─── Data supplied

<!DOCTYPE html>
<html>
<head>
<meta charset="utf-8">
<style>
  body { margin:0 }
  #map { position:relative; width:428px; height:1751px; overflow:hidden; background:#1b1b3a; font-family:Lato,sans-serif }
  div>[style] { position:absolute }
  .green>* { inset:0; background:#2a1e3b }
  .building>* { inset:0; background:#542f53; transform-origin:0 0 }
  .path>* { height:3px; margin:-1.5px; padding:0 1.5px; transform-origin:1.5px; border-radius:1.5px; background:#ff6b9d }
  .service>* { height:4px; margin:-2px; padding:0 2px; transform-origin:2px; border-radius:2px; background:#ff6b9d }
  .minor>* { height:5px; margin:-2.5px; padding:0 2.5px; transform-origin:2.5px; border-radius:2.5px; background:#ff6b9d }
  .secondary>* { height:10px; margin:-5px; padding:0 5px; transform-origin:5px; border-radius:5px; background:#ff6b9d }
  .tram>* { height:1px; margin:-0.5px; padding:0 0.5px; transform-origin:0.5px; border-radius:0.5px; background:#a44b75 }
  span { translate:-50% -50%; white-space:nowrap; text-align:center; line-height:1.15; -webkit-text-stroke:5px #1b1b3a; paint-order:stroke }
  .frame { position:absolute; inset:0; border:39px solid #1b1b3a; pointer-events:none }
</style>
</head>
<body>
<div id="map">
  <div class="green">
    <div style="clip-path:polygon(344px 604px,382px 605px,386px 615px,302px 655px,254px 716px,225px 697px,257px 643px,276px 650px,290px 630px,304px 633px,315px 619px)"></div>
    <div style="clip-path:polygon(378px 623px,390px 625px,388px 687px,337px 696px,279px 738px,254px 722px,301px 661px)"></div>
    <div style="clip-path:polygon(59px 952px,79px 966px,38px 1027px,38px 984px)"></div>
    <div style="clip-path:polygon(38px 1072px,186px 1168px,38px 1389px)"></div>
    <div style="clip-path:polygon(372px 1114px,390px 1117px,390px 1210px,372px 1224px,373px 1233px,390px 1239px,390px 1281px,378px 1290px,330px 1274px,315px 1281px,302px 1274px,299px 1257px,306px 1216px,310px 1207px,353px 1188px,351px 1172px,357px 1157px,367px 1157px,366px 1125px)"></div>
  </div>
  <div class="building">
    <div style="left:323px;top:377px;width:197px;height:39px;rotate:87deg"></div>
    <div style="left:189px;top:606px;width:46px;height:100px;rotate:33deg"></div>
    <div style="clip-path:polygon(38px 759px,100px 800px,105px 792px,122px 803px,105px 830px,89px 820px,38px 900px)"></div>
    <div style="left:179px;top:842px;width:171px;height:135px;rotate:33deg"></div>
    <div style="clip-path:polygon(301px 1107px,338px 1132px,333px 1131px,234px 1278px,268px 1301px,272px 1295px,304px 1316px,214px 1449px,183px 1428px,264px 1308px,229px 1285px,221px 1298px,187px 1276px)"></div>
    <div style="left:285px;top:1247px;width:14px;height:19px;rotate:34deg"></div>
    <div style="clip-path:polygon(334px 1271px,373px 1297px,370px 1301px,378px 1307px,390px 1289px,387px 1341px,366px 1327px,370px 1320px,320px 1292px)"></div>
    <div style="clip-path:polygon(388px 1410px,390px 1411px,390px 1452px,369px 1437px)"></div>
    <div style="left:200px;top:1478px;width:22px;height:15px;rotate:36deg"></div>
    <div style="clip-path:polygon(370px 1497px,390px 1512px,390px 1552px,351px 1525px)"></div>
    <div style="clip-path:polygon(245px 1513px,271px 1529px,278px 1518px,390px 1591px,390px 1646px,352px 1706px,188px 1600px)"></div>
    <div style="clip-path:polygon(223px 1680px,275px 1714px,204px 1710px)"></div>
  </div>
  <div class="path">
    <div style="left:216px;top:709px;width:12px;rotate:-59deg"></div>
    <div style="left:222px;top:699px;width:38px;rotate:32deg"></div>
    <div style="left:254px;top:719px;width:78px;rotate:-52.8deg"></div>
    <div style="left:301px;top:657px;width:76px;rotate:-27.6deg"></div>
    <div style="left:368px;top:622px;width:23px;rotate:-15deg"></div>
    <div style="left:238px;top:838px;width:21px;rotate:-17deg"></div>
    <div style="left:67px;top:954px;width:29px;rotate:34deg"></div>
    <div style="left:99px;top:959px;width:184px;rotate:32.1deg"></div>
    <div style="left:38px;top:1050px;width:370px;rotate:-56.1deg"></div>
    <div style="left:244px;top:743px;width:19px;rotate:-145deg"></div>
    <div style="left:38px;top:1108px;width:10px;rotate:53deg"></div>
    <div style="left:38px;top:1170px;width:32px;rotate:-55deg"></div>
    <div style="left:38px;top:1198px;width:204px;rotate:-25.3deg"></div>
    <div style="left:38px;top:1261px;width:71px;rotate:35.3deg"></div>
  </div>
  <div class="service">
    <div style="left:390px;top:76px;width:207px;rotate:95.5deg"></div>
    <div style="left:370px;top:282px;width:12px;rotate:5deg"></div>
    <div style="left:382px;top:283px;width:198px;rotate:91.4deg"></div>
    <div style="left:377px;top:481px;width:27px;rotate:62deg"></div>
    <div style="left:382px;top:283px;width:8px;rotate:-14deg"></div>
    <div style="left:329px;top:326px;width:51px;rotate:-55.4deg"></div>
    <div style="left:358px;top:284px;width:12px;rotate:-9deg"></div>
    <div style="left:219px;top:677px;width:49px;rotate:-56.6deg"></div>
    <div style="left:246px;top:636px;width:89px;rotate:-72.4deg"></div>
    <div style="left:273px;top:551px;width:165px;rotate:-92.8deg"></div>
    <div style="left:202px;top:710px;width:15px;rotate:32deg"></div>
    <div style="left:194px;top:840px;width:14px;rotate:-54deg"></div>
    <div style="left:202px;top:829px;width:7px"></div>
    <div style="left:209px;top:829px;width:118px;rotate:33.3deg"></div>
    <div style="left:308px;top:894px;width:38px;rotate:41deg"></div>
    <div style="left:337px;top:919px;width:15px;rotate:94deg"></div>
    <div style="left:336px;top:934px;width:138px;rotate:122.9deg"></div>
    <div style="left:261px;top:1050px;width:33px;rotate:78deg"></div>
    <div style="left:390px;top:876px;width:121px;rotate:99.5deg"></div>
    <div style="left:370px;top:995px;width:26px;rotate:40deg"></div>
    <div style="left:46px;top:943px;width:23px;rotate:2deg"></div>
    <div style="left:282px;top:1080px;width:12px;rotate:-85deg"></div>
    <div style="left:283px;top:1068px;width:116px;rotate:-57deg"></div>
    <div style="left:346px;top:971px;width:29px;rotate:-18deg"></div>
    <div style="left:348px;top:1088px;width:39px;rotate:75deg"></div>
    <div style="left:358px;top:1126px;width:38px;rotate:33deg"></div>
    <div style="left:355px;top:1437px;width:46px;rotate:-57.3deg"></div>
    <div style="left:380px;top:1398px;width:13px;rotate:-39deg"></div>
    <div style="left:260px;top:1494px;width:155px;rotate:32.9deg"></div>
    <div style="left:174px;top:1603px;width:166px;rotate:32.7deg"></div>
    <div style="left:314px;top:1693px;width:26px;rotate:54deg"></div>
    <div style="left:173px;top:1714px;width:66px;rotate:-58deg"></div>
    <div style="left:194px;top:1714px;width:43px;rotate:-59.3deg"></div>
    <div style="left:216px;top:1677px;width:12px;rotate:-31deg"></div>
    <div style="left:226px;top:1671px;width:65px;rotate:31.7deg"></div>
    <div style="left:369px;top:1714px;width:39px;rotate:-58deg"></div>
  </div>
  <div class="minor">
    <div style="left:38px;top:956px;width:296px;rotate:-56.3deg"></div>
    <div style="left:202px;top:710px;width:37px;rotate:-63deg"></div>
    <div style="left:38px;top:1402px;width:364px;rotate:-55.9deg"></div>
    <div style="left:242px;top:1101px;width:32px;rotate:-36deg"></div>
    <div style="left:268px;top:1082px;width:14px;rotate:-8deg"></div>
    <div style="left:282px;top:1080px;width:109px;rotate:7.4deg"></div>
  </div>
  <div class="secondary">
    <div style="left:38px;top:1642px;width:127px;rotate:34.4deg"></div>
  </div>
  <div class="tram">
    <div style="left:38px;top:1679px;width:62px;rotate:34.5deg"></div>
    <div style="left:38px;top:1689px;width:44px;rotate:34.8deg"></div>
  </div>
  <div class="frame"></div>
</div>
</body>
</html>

──────

> **What is needed**: Copy out the entries above exactly as given, starting at the top and ending with the line containing "position:relative; width:428px; height:1751px;"; include both and nothing more.

> **The answer**:
<!DOCTYPE html>
<html>
<head>
<meta charset="utf-8">
<style>
  body { margin:0 }
  #map { position:relative; width:428px; height:1751px; overflow:hidden; background:#1b1b3a; font-family:Lato,sans-serif }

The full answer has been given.